Larry D. Cowgill, DVM, PhD, DACVIM
School of Veterinary Medicine, University of California, Davis and UC Veterinary Medical Center, San Diego, CA, USA
Precise definitions for AKI have not been established in veterinary medicine. Recently, to emphasize the concept that AKI represents a continuum of renal injury, two staging schemes (RIFLE and AKIN) have been proposed for human patients to stratify the extent and duration of renal injury and to predict outcomes. There is considerable overlap between both system, and criteria for each staging category are based ostensibly on insensitive markers of renal injury including abrupt changes in GFR, serum creatinine, urine output, and duration of signs. Unfortunately, the criteria which define these staging schemes in humans rarely are applicable in animal patients with naturally occurring disease in which the abruptness of the disease and the magnitude of changes in GFR, azotemia, or urine production are rarely known or quantitated.
Progressive (and often subtle) azotemia is the hallmark of AKI, but is observed inconsistently in animals because the azotemia has not developed or is fully established at the time they are presented for evaluation or because serial observations are not performed. Despite its insensitivity and limitations as a biomarker of kidney injury, serum creatinine currently stands as the best, most time-tested, and most familiar marker of AKI. The IRIS staging system for chronic kidney disease (CKD) was developed to promote more uniform characterization and recognition of CKD in animals with the goal to better understand its pathophysiology and to facilitate its evaluation and rational management. It seems appropriate to classify and stratify the severity of AKI in dogs and cat similarly to facilitate its early recognition, biologic behavior, and responses to management. Unlike the IRIS staging for CKD, the staging of AKI implies the disease is neither stable nor at steady-state. The "stage" represents a moment in the course of the disease and is predicted to change as the condition worsens or improves or transitions to CKD. The following table outlines a proposed IRIS staging scheme for AKI in dogs and cats based on serum creatinine, urine formation, and requirement for renal replacement therapy. It is intended to facilitate classification, functional stratification, and therapeutic decision making.

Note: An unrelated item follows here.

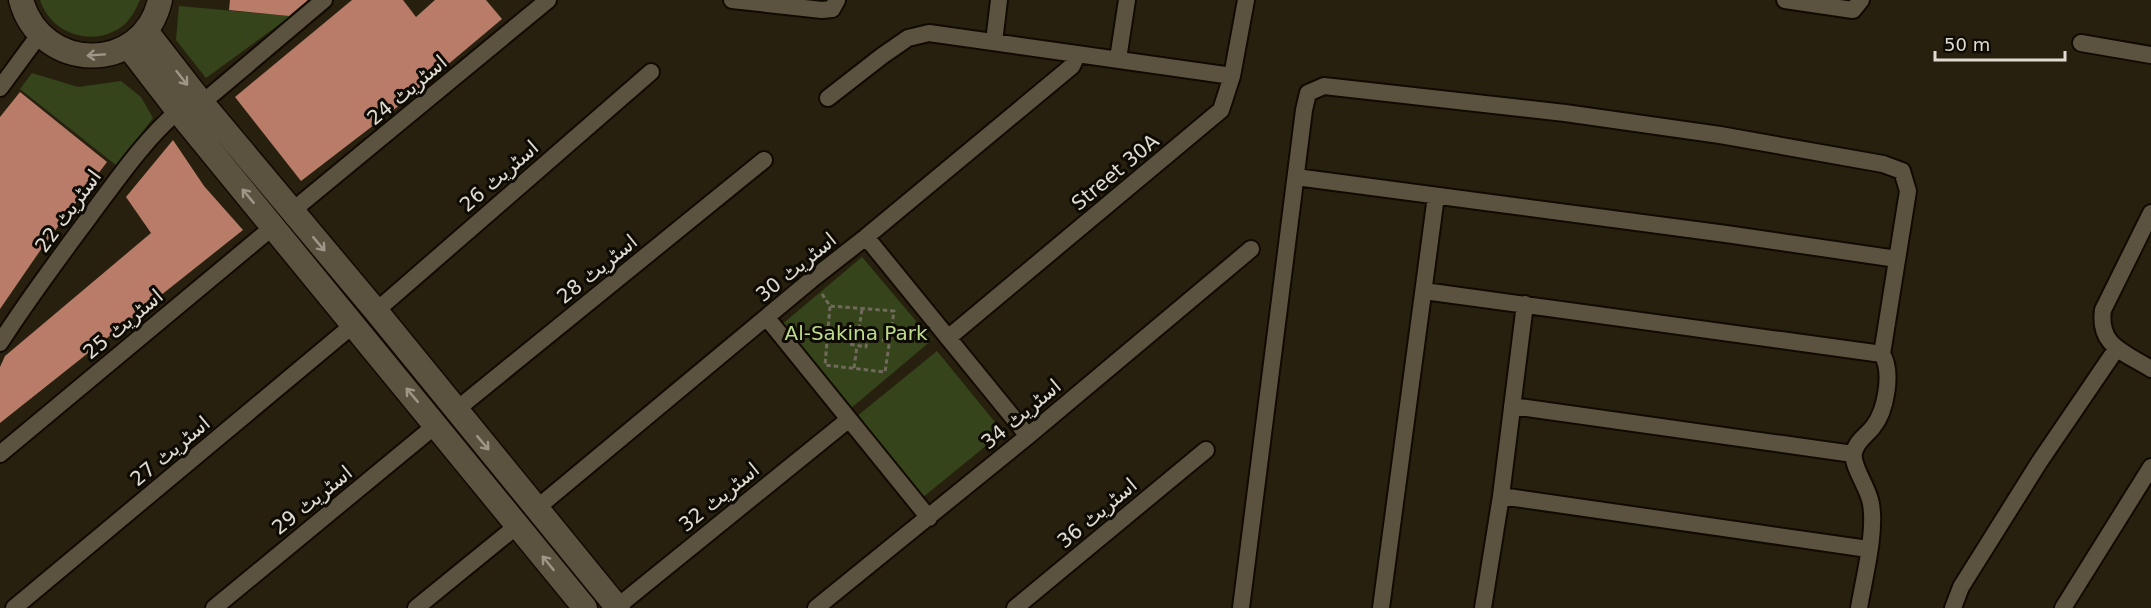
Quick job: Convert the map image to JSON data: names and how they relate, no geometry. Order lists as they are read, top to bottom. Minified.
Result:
{"streets":{"street":["اسٹریٹ 24","Street 30A","اسٹریٹ 26","اسٹریٹ 22","اسٹریٹ 30","اسٹریٹ 28","اسٹریٹ 25","اسٹریٹ 34","اسٹریٹ 27","اسٹریٹ 32","اسٹریٹ 29","اسٹریٹ 36"]},"crossings":[["اسٹریٹ 24","اسٹریٹ 25"]],"parks":["Al-Sakina Park"],"scale_bar":"50 m"}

Stage I defines animals with historical, clinical, laboratory (biomarker, glucosuria, cylindruria, inflammatory sediment, microalbuminuria, etc.), or imaging evidence of AKI who are non azotemic and/or whose clinical presentation is readily fluid volume responsive. Stage I also include animals with progressive (hourly or daily) increases in serum creatinine within the non azotemic range. A presumptive guideline to predict AKI is a 0.3 mg/dl (26 µmol/l) increase in serum creatinine within a 48 hour interval.
Stage II defines animals with documented acute kidney injury characterized by mild azotemia in addition to other historical, biochemical, or anatomic characteristics of AKI. This would include animals that have an increase from their baseline serum creatinine associated with pre-existing CKD.
Stages III, IV, and V define animals with documented AKI and progressively greater degrees of parenchymal damage and functional failure (uremia).
Each stage of AKI is substaged further on the basis of current urine production as oliguric or anuric or nonoliguric and the requirement for renal replacement therapy. Substaging is predicated on the importance of these parameters to the pathological or functional contributions to the kidney injury, influence on the clinical presentation and therapeutic options, need to correct life-threatening iatrogenic or clinical consequences of AKI (severe azotemia, hyperkalemia, acid-base disorders, overhydration, oliguria or anuria, elimination of nephrotoxins),and outcomes. The requirement for renal replacement therapy could occur at any of the proposed stages.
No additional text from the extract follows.